I have seen and played with ecological footprint calculators for years. Recently I used two calculators as part of an assignment at Royal Roads. Here are the ones we used. Take the Carbon Calculator at the BC Livesmart website http://www.livesmartbc.ca/homes/h_calc.html and the footprint calculator at the Global Footprint Network, http://www.footprintnetwork.org/en/index.php/GFN/page/calculators/

In general I have some reservations about their value as a tool to assist with social change because they cast our consumption in such a negative light - five earths, nine earths, etc. It is the hit you over the head with guilt approach which doesn't always leave people feeling good about themselves.

What I appreciate about the process is the opportunity to consider your life choices. Every calculator has its own logic and as you go through you find that there are four areas where you can really make a difference.

How You Heat and Cool Your Home - The majority of your greenhouse gas (GHG) emissions come from heating and cooling and you have the most control over your home. Buying a new or recently renovated home that meets energy efficiency standards is the best, followed by improving your own home. You want to cut the total units of energy used.

How You Use Your Car - No car, no problem. If you have a vehicle then fuel efficiency, total kms driven and solo kms driven are the big factors. Every time you share your car you take a car off the road - a minimum savings of 50%. Travel to and from work is typically the biggest culprit.

Air Travel and Vacation Time - Flying is a killer - your GHG emissions balloon with every flight. Cutting out a short haul business trip is easier than not seeing family or friends or cutting out your family vacation. In my opinion one of the biggest issues with sustainable tourism is social sustainability - ensuring that local people get most of your money. Compare a cruise where you spend all of your time on the boat with a few excursions vs. going to a village in Costa Rica where you know that most of the money you spend goes directly back into the community. If you don't go, they have a tougher year.

Food - What we eat has an impact on GHGs. In particular, our consumption of meat, poultry and farmed fish is a significant source of GHGs. Going vegetarian even one day a week is a great start.

We live in a small house - family of four in 1,300 square feet plus a small finished basement in an older, medium density neighbourhood in Ottawa. My wife walks to work and I work from home, but travel quite a bit to the communities where I work, in good weather months in the smallest, most fuel efficient rental I can find. We live in a fabulous walkable neighbourhood with just about everything that we need within the target 400 m walk or a slightly longer bicycle ride. My two favourite hobbies are road cycling (very friendly) and playing hockey even in summer (very unfriendly) and that keeps me health and happy.

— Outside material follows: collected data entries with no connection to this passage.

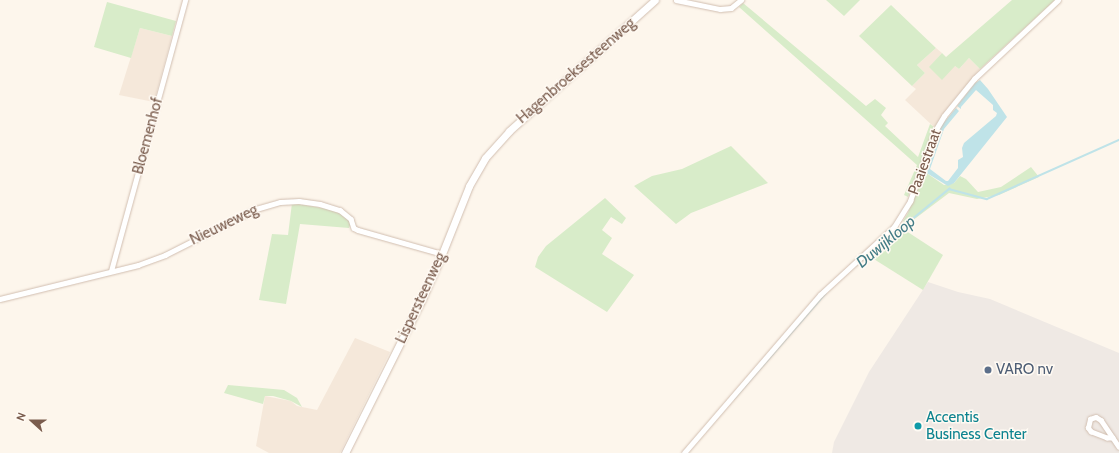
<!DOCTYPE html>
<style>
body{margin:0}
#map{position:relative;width:1119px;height:453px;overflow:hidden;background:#fdf6ec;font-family:Cabin,sans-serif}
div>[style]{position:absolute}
.residential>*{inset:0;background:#f5e8da}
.industrial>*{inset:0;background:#efe9e4}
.green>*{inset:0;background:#d8ecc9}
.water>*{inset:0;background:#bfe3e8}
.stream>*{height:1.5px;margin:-0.75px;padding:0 0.75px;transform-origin:0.75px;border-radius:0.75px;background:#bfe3e8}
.roads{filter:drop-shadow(0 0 1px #d1beb0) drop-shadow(0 0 1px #d1beb0)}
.street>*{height:4.5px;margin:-2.25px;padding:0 2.25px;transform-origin:2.25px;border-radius:2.25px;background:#fff}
.secondary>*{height:7px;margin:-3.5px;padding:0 3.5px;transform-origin:3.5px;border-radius:3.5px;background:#fff}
.dots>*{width:11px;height:11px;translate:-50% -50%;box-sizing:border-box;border:2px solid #fffaf3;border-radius:50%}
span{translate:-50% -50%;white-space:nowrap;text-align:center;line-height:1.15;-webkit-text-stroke:3px #fffaf3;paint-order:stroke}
.street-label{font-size:15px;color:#7a5c4d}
.service-label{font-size:15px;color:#4e5e75}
.left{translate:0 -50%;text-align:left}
.culture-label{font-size:15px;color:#0d838f}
.water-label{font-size:16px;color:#437c86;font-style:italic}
.north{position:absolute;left:12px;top:401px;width:40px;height:40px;-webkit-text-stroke:3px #fffaf3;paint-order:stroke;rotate:291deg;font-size:11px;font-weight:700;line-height:16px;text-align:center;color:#7a5c4d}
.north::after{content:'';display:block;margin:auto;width:14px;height:18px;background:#7a5c4d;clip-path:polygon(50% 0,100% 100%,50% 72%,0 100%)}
</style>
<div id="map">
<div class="residential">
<i style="clip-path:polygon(140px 28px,172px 36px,154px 102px,119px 95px)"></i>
<i style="clip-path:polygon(936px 48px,942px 53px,930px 67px,955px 66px,959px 69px,969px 58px,980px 69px,957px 96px,934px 127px,905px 100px,916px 89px,912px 86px,925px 73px,917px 65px)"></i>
<i style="clip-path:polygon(355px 338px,390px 352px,340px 453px,269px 453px,256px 446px,265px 396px,291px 401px,297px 406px,317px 410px)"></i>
</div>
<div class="industrial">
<i style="clip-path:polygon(928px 282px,958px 292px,990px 299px,1119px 353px,1119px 453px,832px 453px,834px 442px,869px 372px)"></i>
</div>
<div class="green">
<i style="clip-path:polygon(826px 0,860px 0,844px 16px)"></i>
<i style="clip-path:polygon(1012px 0,1055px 0,980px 69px,969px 58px,959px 69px,955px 66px,942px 80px,929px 67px,942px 53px,946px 57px)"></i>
<i style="clip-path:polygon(107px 2px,176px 21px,172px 36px,140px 28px,131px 58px,94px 47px)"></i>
<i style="clip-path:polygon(743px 3px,866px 106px,875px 99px,886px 108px,881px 115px,888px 123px,885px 126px,918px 157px,930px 124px,934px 127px,908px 197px,904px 195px,917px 165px,739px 7px)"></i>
<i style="clip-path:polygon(891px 5px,936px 48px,917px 65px,925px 73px,912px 86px,859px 36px)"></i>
<i style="clip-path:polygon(942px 122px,925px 172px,944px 185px,954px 183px,960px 176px,966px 179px,978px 192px,1001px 187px,1031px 167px,1039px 177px,999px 195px,977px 199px,949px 193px,908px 224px,903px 221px,908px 213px,936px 133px)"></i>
<i style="clip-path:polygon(731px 146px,768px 183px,691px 213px,676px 224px,634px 186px,652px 176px,682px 169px)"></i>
<i style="clip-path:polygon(605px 198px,626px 218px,622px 224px,611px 217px,602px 230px,612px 238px,602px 254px,634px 275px,607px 312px,535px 267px,538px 257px,546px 246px)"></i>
<i style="clip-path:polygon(292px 203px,334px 210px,348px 218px,351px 223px,349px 228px,300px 224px,286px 304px,259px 300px,272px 234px,288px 235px)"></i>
<i style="clip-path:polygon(900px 227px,943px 255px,923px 290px,869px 256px)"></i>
<i style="clip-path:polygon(228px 385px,284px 390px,297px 398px,302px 407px,291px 401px,273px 396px,265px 396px,263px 404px,224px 393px)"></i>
</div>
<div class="water">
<i style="clip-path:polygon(980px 80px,988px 89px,1007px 117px,954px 183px,948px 186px,925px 172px,929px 156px,941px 126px,956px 108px,959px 111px,944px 129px,930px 169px,946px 181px,948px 181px,958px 168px,958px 160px,963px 157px,962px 148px,964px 143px,996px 116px,997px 113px,993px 110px,993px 105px,976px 90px,961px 107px,961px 109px,957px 106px,975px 83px)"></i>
</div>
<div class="stream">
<i style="left:855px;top:266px;width:122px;rotate:-39.3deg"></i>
<i style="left:949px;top:189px;width:39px;rotate:15deg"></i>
<i style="left:987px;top:199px;width:145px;rotate:-24.1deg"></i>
<i style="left:734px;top:399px;width:140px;rotate:-49deg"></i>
<i style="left:704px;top:433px;width:29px;rotate:-49deg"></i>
</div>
<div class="roads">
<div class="street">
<i style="left:676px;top:0;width:45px;rotate:11.6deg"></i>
<i style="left:720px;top:9px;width:11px;rotate:-5deg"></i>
<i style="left:731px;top:8px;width:13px;rotate:-39deg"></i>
<i style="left:111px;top:271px;width:281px;rotate:-74.7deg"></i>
<i style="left:0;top:299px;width:142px;rotate:-13.8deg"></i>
<i style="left:138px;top:265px;width:29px;rotate:-20deg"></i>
<i style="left:165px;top:255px;width:102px;rotate:-26.8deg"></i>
<i style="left:256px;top:209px;width:25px;rotate:-16deg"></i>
<i style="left:280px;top:202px;width:19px;rotate:-3deg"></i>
<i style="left:299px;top:201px;width:21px;rotate:8deg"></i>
<i style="left:320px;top:204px;width:21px;rotate:17deg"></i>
<i style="left:340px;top:210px;width:14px;rotate:39deg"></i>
<i style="left:351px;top:219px;width:9px;rotate:72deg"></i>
<i style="left:354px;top:228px;width:4px;rotate:27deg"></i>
<i style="left:358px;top:230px;width:87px;rotate:15.9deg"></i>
<i style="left:1113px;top:438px;width:6px;rotate:180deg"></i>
<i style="left:1107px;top:438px;width:17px;rotate:-159deg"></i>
<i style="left:1091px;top:432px;width:5px;rotate:-127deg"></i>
<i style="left:1088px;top:428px;width:9px;rotate:-77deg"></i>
<i style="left:1090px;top:419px;width:6px;rotate:-18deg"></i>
<i style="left:1096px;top:417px;width:6px;rotate:31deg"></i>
<i style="left:1101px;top:420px;width:32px;rotate:56deg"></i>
<i style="left:684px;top:453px;width:208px;rotate:-49.3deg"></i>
<i style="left:820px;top:295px;width:100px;rotate:-42.6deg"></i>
<i style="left:894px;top:227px;width:31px;rotate:-58deg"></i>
<i style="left:910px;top:201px;width:74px;rotate:-70.3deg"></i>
<i style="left:935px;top:131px;width:17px;rotate:-59deg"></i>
<i style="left:944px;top:116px;width:48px;rotate:-51deg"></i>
<i style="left:974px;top:79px;width:115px;rotate:-43.2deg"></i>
</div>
<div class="secondary">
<i style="left:345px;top:453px;width:172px;rotate:-63.4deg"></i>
<i style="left:422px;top:299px;width:49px;rotate:-66deg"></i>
<i style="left:442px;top:254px;width:73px;rotate:-68.3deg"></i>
<i style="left:469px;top:186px;width:32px;rotate:-60deg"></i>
<i style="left:485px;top:158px;width:36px;rotate:-48deg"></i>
<i style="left:509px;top:131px;width:196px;rotate:-41.9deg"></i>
</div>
</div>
<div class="dots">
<i style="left:988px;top:370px;background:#5c6f8a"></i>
<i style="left:918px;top:426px;background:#0f9aa8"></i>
</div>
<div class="street-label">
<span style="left:576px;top:71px;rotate:-41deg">Hagenbroeksesteenweg</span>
<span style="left:148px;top:136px;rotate:-75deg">Bloemenhof</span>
<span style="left:925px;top:162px;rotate:-70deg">Paaiestraat</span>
<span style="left:224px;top:225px;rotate:-26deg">Nieuweweg</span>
<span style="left:421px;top:298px;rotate:-65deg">Lispersteenweg</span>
</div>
<div class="service-label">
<span class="left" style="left:996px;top:370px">VARO nv</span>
</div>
<div class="culture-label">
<span class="left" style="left:926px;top:426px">Accentis<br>Business Center</span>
</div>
<div class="water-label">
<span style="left:886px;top:242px;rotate:-40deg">Duwijkloop</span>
</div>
<div class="north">N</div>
</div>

So my footprint is pretty big for a guy trying to 'save the planet'. The total score though matters less than trying to figure out how to make better choices. So I support bike lanes, carpooling, buying in bulk and all kinds of things that I can do to minimize the components of my footprint. I try to get everyone I know on Skype, to make long distance meetings more interesting, and I work hard to bridge the distance between myself and family, friends and clients with frequent, meaningful contact.

So good luck in your communities with footprint calculators. Have fun with them and keep people from going into shock ! The point is to help them see the light and to act, not to pass out from desperation.